Her‐2/neu and EGFR tyrosine kinase activation predict the efficacy of trastuzumab‐based therapy in patients with metastatic breast cancer

Abstract

Her‐2/neu overexpression in human breast cancer leads to an aggressive biological behavior and poor prognosis.
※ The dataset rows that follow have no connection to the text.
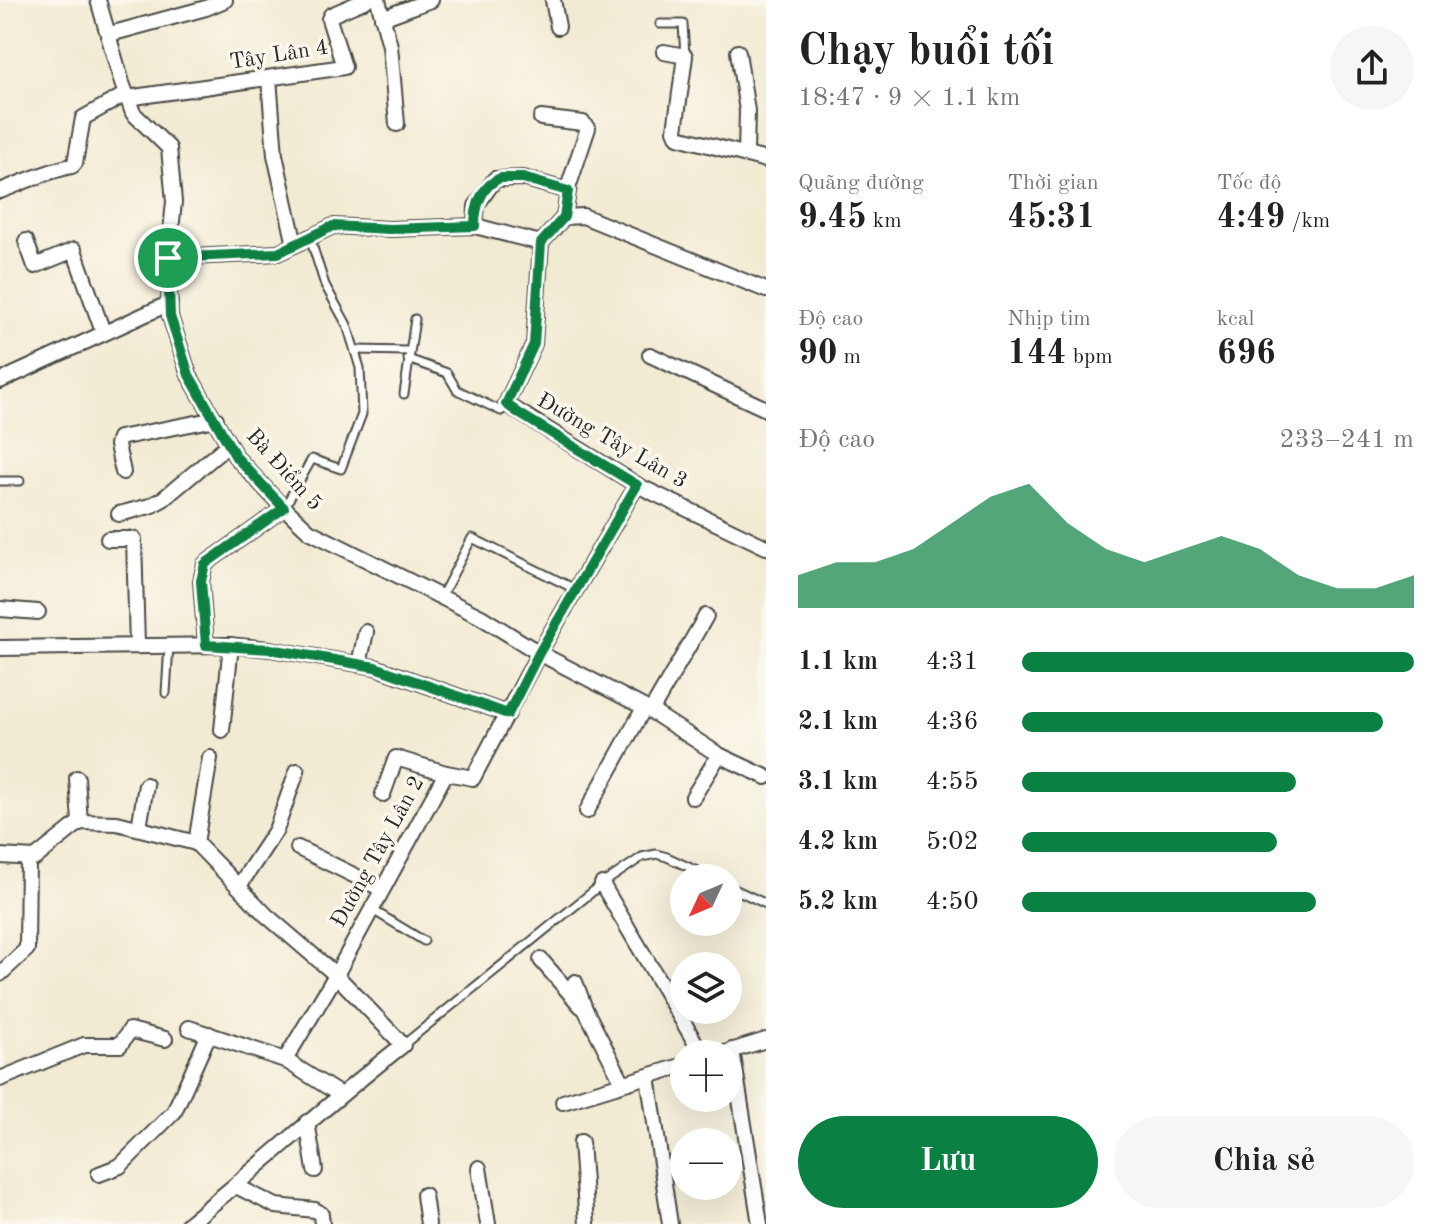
<!DOCTYPE html>
<html lang="vi">
<head>
<meta charset="utf-8">
<style>
  body { margin:0; font-family:"Old Standard TT",serif; background:#f6f6f6; color:#222; height:100vh; display:flex; flex-direction:column; font-size:30px; white-space:nowrap }
  * { box-sizing:border-box; margin:0 }
  p { font-size:26px; color:#767676 }
  .icon { flex:none; width:44px; height:44px; fill:none; stroke:currentColor; stroke-width:2; stroke-linecap:round; stroke-linejoin:round }
  .map { position:relative; flex:1; overflow:hidden }
  .details { display:flex; flex-direction:column; background:#fff; width:680px }
  .details>* { flex:none }
  .needle { width:52px; rotate:226deg }
  .controls { position:absolute; left:670px; top:864px; display:grid; gap:16px }
  .controls a { display:grid; place-items:center; width:72px; height:72px; border-radius:50%; background:#fff; box-shadow:0 8px 32px #0002; font-size:40px }
  .pin { position:absolute; display:grid; place-items:center; width:68px; height:68px; color:#fff; margin:-34px; border:4px solid #fff; border-radius:50%; box-shadow:0 2px 8px #0007 }
  .round { display:grid; place-items:center; flex:none; width:84px; height:84px; border-radius:42px; background:#f6f6f6 }
  .summary { display:flex; align-items:center; justify-content:space-between; height:136px; padding:0 32px }
  h1 { font-size:44px; font-weight:700; line-height:60px }
  .figures { display:grid; grid-template-columns:repeat(3,1fr); gap:12px; height:136px; padding:8px 32px }
  .figures div { display:grid; align-content:center }
  .figures b { font-size:34px; font-weight:700 }
  .figures small { font-size:22px; font-weight:400 }
  .figures p { font-size:22px }
  .chart { height:224px; padding:16px 32px }
  .chart p { display:flex; justify-content:space-between }
  .chart svg { width:100%; height:144px; margin-top:8px; fill:#0b8043; opacity:.7 }
  .primary-button { display:flex; gap:16px; margin-top:auto; padding:16px 32px }
  .primary-button a { flex:1; height:92px; border-radius:48px; background:#0b8043; color:#fff; font-size:32px; font-weight:700; line-height:92px; text-align:center }
  .primary-button a+a { background:#f6f6f6; color:#222 }
  ul { padding:0 32px; list-style:none; font-size:26px }
  li { display:grid; grid-template-columns:128px 96px 1fr; align-items:center; height:60px }
  li i { height:20px; border-radius:10px; background:#0b8043 }
  main { display:flex; flex:1; min-height:0 }
  .map>svg:first-child { display:block }
  .lines { fill:none; stroke-linecap:round; stroke-linejoin:round }
  .lane-casing { stroke:#494844; stroke-width:11 }
  .street-casing { stroke:#494844; stroke-width:18 }
  .lane { stroke:#fff; stroke-width:7 }
  .street { stroke:#fff; stroke-width:14 }
  .route-casing { stroke:#fff; stroke-width:16 }
  .route { stroke:#0b8043; stroke-width:10 }
  .labels { text-anchor:middle; dominant-baseline:central; stroke-width:7; stroke-linejoin:round; paint-order:stroke }
  .street-label { font-size:22px; fill:#2b2b2b; stroke:#fbf7ec }
</style>
</head>
<body>
<main>
<div class="map">
<svg width="766" height="1224" viewBox="0 0 766 1224">
  <rect width="100%" height="100%" fill="#fbf7ec"/>
  <filter id="ink" filterUnits="userSpaceOnUse"><feTurbulence type="fractalNoise" baseFrequency=".0125" numOctaves="2"/><feDisplacementMap in="SourceGraphic" scale="16" xChannelSelector="R" yChannelSelector="G"/><feConvolveMatrix kernelMatrix="1 2 1 2 8 2 1 2 1" color-interpolation-filters="sRGB"/></filter>
  <filter id="wash" filterUnits="userSpaceOnUse"><feTurbulence type="fractalNoise" baseFrequency=".006" numOctaves="4" result="noise"/><feDisplacementMap in="SourceGraphic" scale="32" xChannelSelector="R" yChannelSelector="G"/><feGaussianBlur stdDeviation="1.8" result="paint"/><feColorMatrix in="noise" values="0 0 0 0 0 0 0 0 0 0 0 0 0 0 0 0 0 1.4 0 .05"/><feComposite in="paint" operator="in"/></filter>
  <g filter="url(#wash)">
    <rect width="100%" height="100%" fill="#f2ebd3"/>
  </g>
  <g filter="url(#ink)">
    <g class="lines">
      <g class="lane-casing">
        <g id="lane">
          <polyline points="660,24 683,24 685,56"/>
          <polyline points="355,350 409,351"/>
          <polyline points="408,359 447,373 457,390 501,411 506,404"/>
          <polyline points="404,394 415,319"/>
          <polyline points="0,481 20,481"/>
          <polyline points="284,508 312,459 341,469 362,414 360,368 347,325 325,285 310,238"/>
          <polyline points="441,597 472,538 575,589"/>
          <polyline points="166,693 169,645"/>
          <polyline points="728,886 766,904"/>
          <polyline points="371,909 424,941"/>
          <polyline points="403,1045 602,884 642,857 656,854 667,857 712,878"/>
        </g>
      </g>
      <g class="street-casing">
        <g id="street">
          <polyline points="98,0 122,83 133,113 169,148 174,202 168,258 170,316 189,375 236,457 276,500 309,531 481,617 539,653 651,711 719,755 766,777"/>
          <polyline points="378,0 390,46 397,124"/>
          <polyline points="553,0 558,27"/>
          <polyline points="382,18 431,0"/>
          <polyline points="110,34 206,8 225,0"/>
          <polyline points="664,52 685,56 675,130 678,137 766,160"/>
          <polyline points="738,52 747,111 746,153"/>
          <polyline points="269,78 275,155 295,245"/>
          <polyline points="127,98 344,67 329,19 331,15 366,0"/>
          <polyline points="541,118 583,123 588,128 569,185 564,217"/>
          <path d="M0 191C24 182 47 171 72 166L75 163 83 118 126 94"/>
          <polyline points="475,226 476,206 495,179 523,178 568,191"/>
          <polyline points="26,241 35,266 74,250 103,332"/>
          <polyline points="168,258 278,253 333,226 390,229 475,226 541,243"/>
          <polyline points="766,290 583,216 564,217 541,243 534,344 506,404 637,485 766,547"/>
          <polyline points="650,355 766,409"/>
          <polyline points="0,381 170,303"/>
          <polyline points="123,472 117,445 119,438 216,419"/>
          <polyline points="119,514 150,506 163,499 229,444"/>
          <polyline points="108,539 134,539 137,646"/>
          <polyline points="0,609 38,612"/>
          <polyline points="206,645 201,581 205,564 284,508"/>
          <polyline points="0,648 228,645 270,649 375,667 508,714"/>
          <polyline points="359,664 366,632"/>
          <polyline points="651,711 706,616"/>
          <polyline points="222,730 231,645"/>
          <polyline points="77,778 80,822"/>
          <polyline points="383,794 396,758 446,773"/>
          <polyline points="693,797 719,755"/>
          <polyline points="587,811 644,708"/>
          <polyline points="139,828 146,785"/>
          <polyline points="196,843 210,758"/>
          <polyline points="298,848 382,889"/>
          <path d="M0 856 35 858 80 822 117 823 196 843 266 915 336 975 403 1045C329 1102 261 1166 188 1224"/>
          <polyline points="602,884 702,1054"/>
          <polyline points="239,886 276,830 297,771"/>
          <polyline points="541,960 581,1006"/>
          <polyline points="0,974 27,949 28,859"/>
          <polyline points="575,982 585,1009 623,1083"/>
          <polyline points="189,1028 285,1060 339,1094"/>
          <polyline points="732,1050 760,1224"/>
          <polyline points="721,1054 766,1040"/>
          <polyline points="285,1060 336,975 446,773 473,778 539,653 637,485"/>
          <polyline points="648,1076 670,1224"/>
          <polyline points="0,1079 84,1045 120,1045 130,1030 165,1039"/>
          <polyline points="563,1102 684,1065"/>
          <polyline points="307,1122 315,1170"/>
          <polyline points="581,1142 587,1224"/>
          <polyline points="479,1168 488,1224"/>
          <polyline points="99,1174 120,1166 174,1112 209,1034"/>
          <polyline points="236,1186 276,1206 315,1210 321,1214 322,1224"/>
          <polyline points="424,1195 428,1224"/>
        </g>
      </g>
      <use href="#lane" class="lane"/>
      <use href="#street" class="street"/>
    </g>
  </g>
  <g class="lines" filter="url(#ink)">
    <g class="route-casing">
      <path id="route" d="M500 178H523L568 191 564 217 541 243 534 344 506 404 520 414 637 485 539 653 508 714 375 667 270 649 206 645 201 581 205 564 284 508 236 457 189 375 170 316 168 258 278 253 333 226 390 229 475 226C475 207 481 186 500 178Z"/>
    </g>
    <use href="#route" class="route"/>
  </g>
  <g class="labels">
    <g class="street-label">
      <text transform="translate(279 55) rotate(-9)">Tây Lân 4</text>
      <text transform="translate(612 441) rotate(30)">Đường Tây Lân 3</text>
      <text transform="translate(284 470) rotate(48)">Bà Điểm 5</text>
      <text transform="translate(378 852) rotate(-61)">Đường Tây Lân 2</text>
    </g>
  </g>
</svg>
<div class="controls">
<a><svg class="needle" viewBox="-14 -14 28 28"><path d="M0-13l5 13h-10z" fill="#e53935"/><path d="M0 13l5-13h-10z" fill="#767676"/></svg></a>
<a><svg class="icon" aria-label="layers" viewBox="0 0 24 24"><path d="M12 4l9 5-9 5-9-5zM3 14l9 5 9-5"/></svg></a>
<a>+</a>
<a>−</a>
</div>
<div class="pin" style="left:168px;top:258px;background:#1e9e55"><svg class="icon" aria-label="arrive" viewBox="0 0 24 24"><path d="M6 21V4h12l-3 4 3 4H6"/></svg></div>
</div>
<section class="details">
<div class="summary"><div><h1>Chạy buổi tối</h1><p>18:47 · 9 × 1.1 km</p></div><a class="round"><svg class="icon" aria-label="share" viewBox="0 0 24 24"><path d="M12 15V3M7 8l5-5 5 5M5 13v7h14v-7"/></svg></a></div>
<div class="figures">
<div><p>Quãng đường</p><b>9.45<small> km</small></b></div>
<div><p>Thời gian</p><b>45:31</b></div>
<div><p>Tốc độ</p><b>4:49<small> /km</small></b></div>
</div>
<div class="figures">
<div><p>Độ cao</p><b>90<small> m</small></b></div>
<div><p>Nhịp tim</p><b>144<small> bpm</small></b></div>
<div><p>kcal</p><b>696</b></div>
</div>
<div class="chart"><p><span>Độ cao</span>233–241 m</p>
<svg viewBox="0 0 160 44" preserveAspectRatio="none"><path d="M0 44V34L10 30L20 30L30 26L40 18L50 10L60 6L70 18L80 26L90 30L100 26L110 22L120 26L130 34L140 38L150 38L160 34V44z"/></svg>
</div>
<ul>
<li><b>1.1 km</b>4:31<i style="width:100%"></i></li>
<li><b>2.1 km</b>4:36<i style="width:92%"></i></li>
<li><b>3.1 km</b>4:55<i style="width:70%"></i></li>
<li><b>4.2 km</b>5:02<i style="width:65%"></i></li>
<li><b>5.2 km</b>4:50<i style="width:75%"></i></li>
</ul>
<div class="primary-button"><a>Lưu</a><a>Chia sẻ</a></div>
</section>
</main>
</body>
</html>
Although the anti‐Her‐2/neu antibody trastuzumab (Herceptin®) has become a valuable therapeutic option for patients with Her‐2/neu‐overexpressing breast cancer, many patients do not benefit from this therapy. To evaluate the effect of receptor activation on tumor response, we have investigated the phosphorylation status of Her‐2/neu and EGFR in 46 Her‐2/neu‐overexpressing tumor samples from trastuzumab‐treated metastatic breast cancer patients by immunohistochemistry. Activated (p)tyr‐1248 Her‐2/neu was detected in 9 of 46 breast cancers (20%), and activated (p)tyr‐845 and (p)tyr‐1173 EGFR were both present in 6 tumors (13%) while EGFR was present in 16 cases (35%). ptyr‐1248 Her‐2/neu showed a trend to correlate with increased response to trastuzumab (p = 0.063), while ptyr‐845, ptyr‐1173 EGFR and EGFR did not. The presence of ptyr‐1248 Her‐2/neu and ptyr‐845 or ptyr‐1173 EGFR, however, was a strong predictor of both response to trastuzumab‐based treatment (OR = 8.0, p = 0.021 and OR = 8.0, p = 0.021) and clinical benefit (OR = 5.47, p = 0.041 and OR = 6.22, p = 0.028 multivariate logistic regression analysis). Furthermore, ptyr‐845 EGFR and ptyr‐1248 Her‐2/neu were both independent predictors of progression‐free survival (RR = 0.21, p = 0.01 and RR = 0.45, p = 0.026, multivariate analysis). Patients with ptyr‐845 EGFR positive tumors also tended toward increased overall survival (RR = 0.17, p = 0.082). Taken together, we have demonstrated that the determination of activated EGFR improves the utility of ptyr‐1248 Her‐2/neu staining in predicting the clinical outcome of patients undergoing trastuzumab treatment. We hypothesize that the activation state of both Her‐2/neu and EGFR are key determinants for trastuzumab efficacy.